Digital Editor Halima Ahad and Culture Editor Vidhi Bhanushali share their immersive experience reviewing Hippodrome’s Jack and the Beanstalk, both feeling that it was a humorous treat


Perspective One: Halima Ahad

Pantomime has been gracing our stages at Birmingham for many years. I have not had the chance to see pantomime since my primary school days, but as soon as the offer to see them through press tickets was given to me, I knew I had to take it. Jack and the Beanstalk has been running throughout the Christmas period across Birmingham Hippodrome and the show does not disappoint.

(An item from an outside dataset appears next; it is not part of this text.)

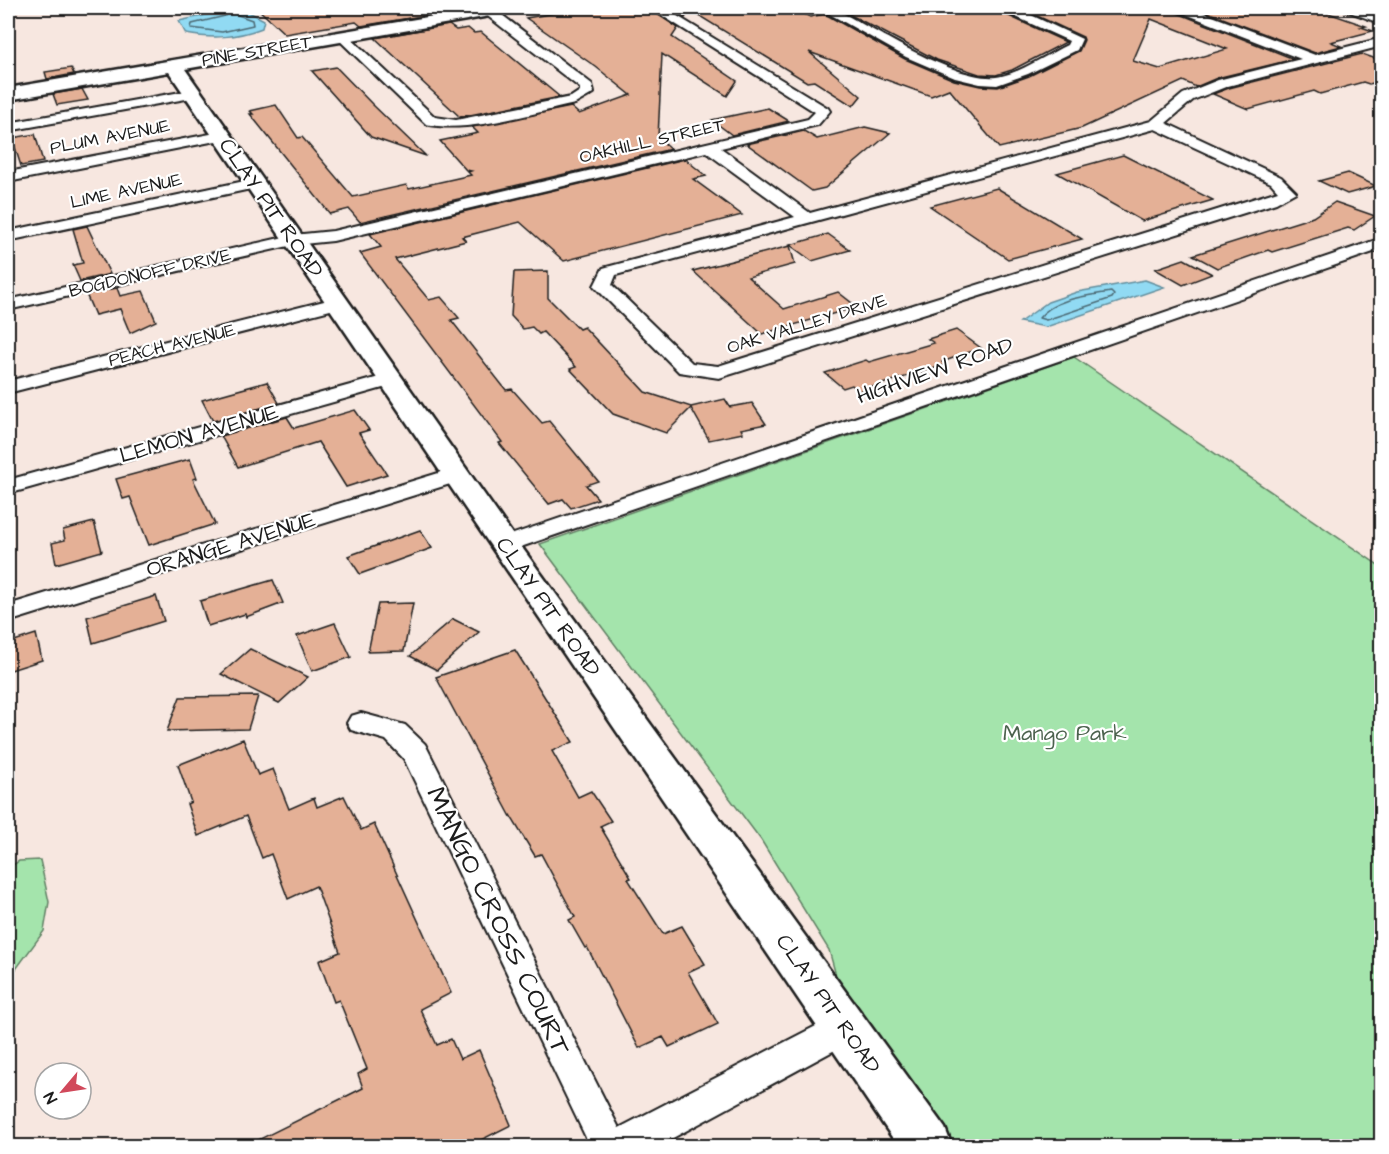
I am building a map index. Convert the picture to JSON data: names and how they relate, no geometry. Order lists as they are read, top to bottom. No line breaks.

With a star-studded cast, I knew I was imminently in for a treat

The immersive experience of the set and lighting of Jack and the Beanstalk stood out to me, with the main prop of the Beanstalk itself being in the middle of the audience. At the end of Act One, when we see Jack (Alexanda O’Reilly) braving the Beanstalk to defeat the Giant and rescue Jill (Billie-Kay), the audience’s excitement and involvement stood out to me. With the audience’s cheers and encouragement, Jack made it up the Beanstalk.

However, there were also many typical elements of a pantomime that were seen throughout Jack and the Beanstalk. There were many lighthearted jokes (as well as audience involvement) which put a smile on my face throughout the show. As well as this, there were typical pantomime characters which made the show even more special. Matt Slack as Jake Trot, with his panto flair and charm, really solidified the show and made it what it was. In his tenth consecutive year at the Hippodrome, Slack really immersed the audience into the show as Jake and he really stood out to me as the main protagonist (although he never really got the girl in the end.)

Alison Hammond as the Spirit of the Beans was by far my favourite character of the show, she really brought the Brummie genius and charm to Jack and the Beanstalk, which further solidified my enjoyment of the show as a whole.

One line which really stood out to me was when she first met with Jake (Matt Slack) and they did the running joke about her well-known TV show This Morning. She joked ‘I wasn’t on it this morning’ but laughed as she could not be true to her word that evening, as she made an appearance presenting on the show in the morning.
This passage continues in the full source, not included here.